#### DATA EXTRACT ####

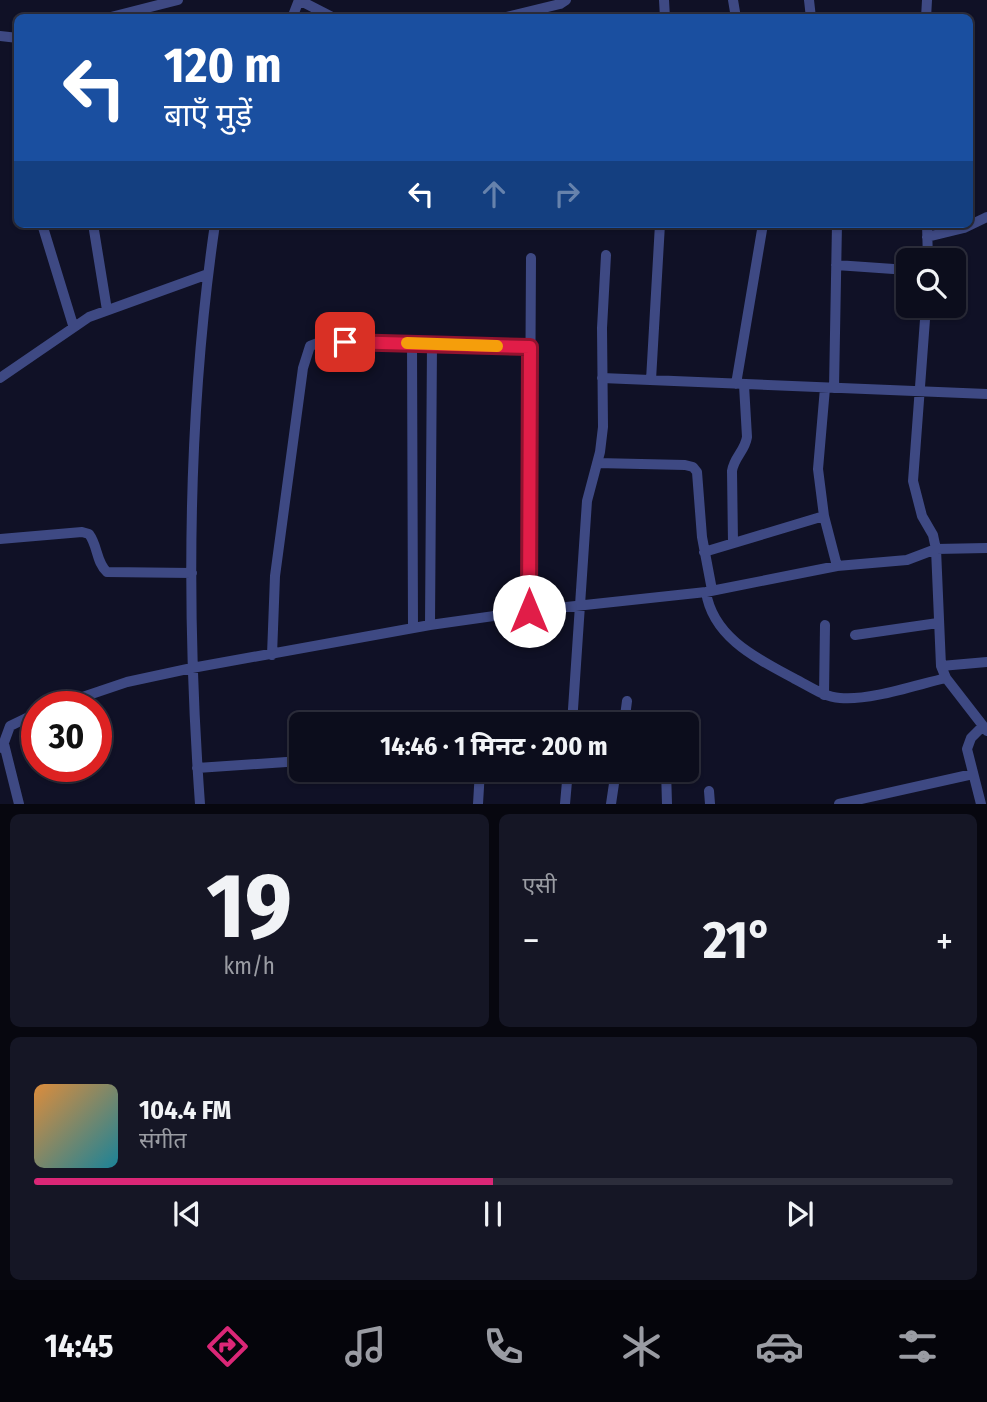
<!DOCTYPE html>
<html lang="hi">
<head>
<meta charset="utf-8">
<style>
  body { margin:0; font-family:"Fira Sans Condensed","Noto Sans Devanagari",sans-serif; background:#151625; color:#f1f3f6; height:100vh; display:flex; flex-direction:column; font-size:26px; white-space:nowrap }
  * { box-sizing:border-box; margin:0 }
  p { font-size:23px; color:#9a9ca3 }
  .icon { flex:none; width:38px; height:38px; fill:none; stroke:currentColor; stroke-width:2; stroke-linecap:round; stroke-linejoin:round }
  .map { position:relative; height:804px; overflow:hidden }
  .panel { display:flex; flex-direction:column; gap:10px; padding:10px; background:#07070f; flex:1 }
  .panel>* { flex:none }
  .top-card { position:absolute; left:14px; top:14px; width:959px; height:214px; border-radius:10px; box-shadow:0 2px 5px #0004,0 0 0 2px #2c2d3b; background:#1a4fa0; color:#fff; overflow:hidden }
  .tools { position:absolute; left:896px; top:248px; display:grid; gap:14px }
  .tools a { display:grid; place-items:center; width:70px; height:70px; border-radius:10px; background:#0c0d1c; box-shadow:0 2px 5px #0004,0 0 0 2px #2c2d3b; font-size:35px }
  .speed { position:absolute; left:21px; top:691px; display:flex; gap:14px; font-size:35px; font-weight:700; text-align:center }
  .speed>* { display:grid; place-content:center; width:91px; height:91px; border-radius:50%; background:#0c0d1c; box-shadow:0 2px 5px #0004,0 0 0 2px #2c2d3b; line-height:1 }
  .speed .limit { border:10px solid #d22; background:#fff; color:#111 }
  .pin { position:absolute; display:grid; place-items:center; width:60px; height:60px; color:#fff; margin:-30px; border-radius:14px; box-shadow:0 4px 10px #0006 }
  .me { position:absolute; width:77px; margin:-38px; rotate:0deg; stroke-linejoin:round; filter:drop-shadow(0 0 5px #0008) }
  .turn { display:flex; align-items:center; gap:24px; height:147px; padding:0 35px; font-size:32px }
  .turn .icon { width:91px; height:91px; stroke-width:2.5 }
  .turn b { display:block; font-size:49px; line-height:60px }
  .lanes { display:flex; align-items:center; height:66px; padding:0 35px; background:#0003; justify-content:center; gap:35px; direction:ltr }
  .lanes .off { opacity:.35 }
  .big { font-size:52px; font-weight:700; line-height:1.1 }
  .panel .tile { flex:1; display:flex; flex-direction:column; justify-content:center; gap:10px; min-width:0; padding:0 24px; border-radius:10px; background:#151625 }
  .panel .dial { align-items:center; gap:0 }
  .dial b { font-size:91px; line-height:1 }
  .song { display:flex; align-items:center; gap:21px }
  .cover { width:84px; height:84px; border-radius:10px; background:linear-gradient(135deg,hsl(30 70% 55%),hsl(190 70% 35%)) }
  .played { height:7px; border-radius:4px; background:linear-gradient(90deg,#db2777 50%,#2c2d3b 50%) }
  .keys { display:flex; justify-content:space-around; direction:ltr }
  .heat { display:flex; justify-content:space-between; align-items:center; font-size:38px; direction:ltr }
  .panel .tiles { flex:1; display:grid; gap:10px; grid-template-columns:1fr 1fr }
  .tile:last-child { grid-column:span 2 }
  .trip { position:absolute; left:289px; top:712px; width:410px; height:70px; border-radius:10px; background:#0c0d1c; box-shadow:0 2px 5px #0004,0 0 0 2px #2c2d3b; font-weight:700; line-height:70px; text-align:center }
  .dock { display:flex; height:112px; justify-content:space-around; align-items:center; background:#05050b; color:#9a9ca3 }
  .dock .icon { width:49px; height:49px }
  .dock .current { color:#db2777 }
  .dock b { font-size:32px; color:#f1f3f6 }
  .map>svg:first-child { display:block }
  .lines { fill:none; stroke-linecap:round; stroke-linejoin:round }
  .minor { stroke:#3e4983; stroke-width:10 }
  .route-casing { stroke:#92132f; stroke-width:18 }
  .route { stroke:#e11d48; stroke-width:12 }
  .slow { stroke:#f59e0b; stroke-width:12 }
</style>
</head>
<body>
<div class="map">
<svg width="987" height="804" viewBox="0 0 987 804">
  <rect width="100%" height="100%" fill="#101126"/>
  <g class="lines">
    <path class="minor" d="M664 0 665 18
      M733 0 736 18
      M809 0 811 18
      M107 18 178 0
      M292 18 299 0 334 18
      M502 18 560 4 566 0
      M926 18 927 0
      M0 36 18 38
      M42 224 73 325
      M93 224 107 310
      M927 224 928 261
      M927 237 964 228 987 217
      M836 265 908 270
      M926 306 913 481 922 516 933 535 936 549 941 666 946 678 987 731
      M412 344 413 628
      M0 378 89 317 208 274
      M602 378 987 394
      M651 380 660 224
      M736 384 763 224
      M825 388 818 469 824 516 837 566
      M834 388 837 224
      M597 463 685 465 693 467 697 472 702 537 712 590
      M0 539 82 532 89 534C98 546 96 562 107 572L192 573
      M733 543 732 471C734 457 745 451 747 437L744 385
      M704 552 824 516
      M706 592C713 638 758 659 795 679 809 686 824 697 840 698 869 701 916 685 946 678
      M529 611 531 258
      M430 625 432 344
      M855 635 938 623
      M272 655 275 576 303 368 310 346 323 341 530 347
      M941 666 987 662
      M824 695 825 625
      M53 707 127 682 192 668 430 625 529 611 706 592 837 566 907 560 936 549 987 548
      M572 724 587 501 600 452 603 427 602 328 606 255
      M624 724 627 701
      M4 744 19 804
      M2 748 10 726 37 713
      M197 768 301 761
      M666 770 667 804
      M709 791 710 804
      M200 804C186 611 187 415 215 224
      M478 804 480 770
      M565 804 568 770
      M611 804 616 770
      M839 804 973 774
      M981 804 967 749 971 738 983 726"/>
  </g>
  <g class="lines">
    <defs>
      <path id="route" d="M345 342 530 347 529 611"/>
    </defs>
    <use href="#route" class="route-casing"/>
    <use href="#route" class="route"/>
    <path class="slow" d="M407 343 497 346"/>
  </g>
</svg>
<div class="tools">
<a><svg class="icon" aria-label="search" viewBox="0 0 24 24"><circle cx="10" cy="10" r="6"/><path d="M15 15l6 6"/></svg></a>
</div>
<div class="speed"><div class="limit">30</div></div>
<div class="pin" style="left:345px;top:342px;background:#d93025"><svg class="icon" aria-label="arrive" viewBox="0 0 24 24"><path d="M6 21V4h12l-3 4 3 4H6"/></svg></div>
<svg class="me" style="left:529px;top:611px" viewBox="-20 -20 40 40"><circle r="19" fill="#fff"/><path d="M0-13L10 11 0 6-10 11z" fill="#e11d48"/></svg>
<div class="trip">14:46 · 1 मिनट · 200 m</div>
<div class="top-card">
<div class="turn"><svg class="icon" aria-label="left" viewBox="0 0 24 24"><path d="M17 20v-9H6M10 6l-5 5 5 5"/></svg><div><b>120 m</b>बाएँ मुड़ें</div></div>
<div class="lanes"><svg class="icon" aria-label="left" viewBox="0 0 24 24"><path d="M17 20v-9H6M10 6l-5 5 5 5"/></svg><svg class="icon off" aria-label="ahead" viewBox="0 0 24 24"><path d="M12 20V5M6 11l6-6 6 6"/></svg><svg class="icon off" aria-label="right" viewBox="0 0 24 24"><path d="M7 20v-9h11M14 6l5 5-5 5"/></svg></div>
</div>
</div>
<section class="panel">
<div class="tiles">
<div class="tile dial"><b>19</b><p>km/h</p></div>
<div class="tile"><p>एसी</p>
<div class="heat"><a>−</a><b class="big">21°</b><a>+</a></div>
</div>
<div class="tile">
<div class="song"><i class="cover"></i><div><b>104.4 FM</b><p>संगीत</p></div></div>
<div class="played"></div>
<div class="keys"><svg class="icon" aria-label="previous" viewBox="0 0 24 24"><path d="M18 5L8 12l10 7zM5 5v14"/></svg><svg class="icon" aria-label="pause" viewBox="0 0 24 24"><path d="M8 5v14M16 5v14"/></svg><svg class="icon" aria-label="next" viewBox="0 0 24 24"><path d="M6 5l10 7-10 7zM19 5v14"/></svg></div>
</div>
</div>
</section>
<nav class="dock">
<b>14:45</b>
<svg class="icon current" aria-label="directions" viewBox="0 0 24 24"><path d="M12 3l9 9-9 9-9-9zM9 14v-3h6M13 9l2 2-2 2"/></svg>
<svg class="icon" aria-label="music" viewBox="0 0 24 24"><path d="M9 18V5l10-2v13"/><circle cx="6" cy="18" r="3"/><circle cx="16" cy="16" r="3"/></svg>
<svg class="icon" aria-label="phone" viewBox="0 0 24 24"><path d="M5 4h4l2 5-3 2q2 4 5 5l2-3 5 2v4C11 20 4 13 5 4z"/></svg>
<svg class="icon" aria-label="climate" viewBox="0 0 24 24"><path d="M12 3v18M4 7l16 10M4 17L20 7"/></svg>
<svg class="icon" aria-label="car" viewBox="0 0 24 24"><path d="M5 17H2v-5l4-1 3-4h7l3 4 3 1v5h-3M9 17h6M6 11h13"/><circle cx="7" cy="17" r="2"/><circle cx="17" cy="17" r="2"/></svg>
<svg class="icon" aria-label="filters" viewBox="0 0 24 24"><path d="M4 7h16M4 17h16"/><circle cx="9" cy="7" r="2"/><circle cx="15" cy="17" r="2"/></svg>
</nav>
</body>
</html>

####

* _HOW TO COMPLETE THIS TASK_
Count lines above with the word "tiles". Give the number only.

* _RESPONSE AREA_
2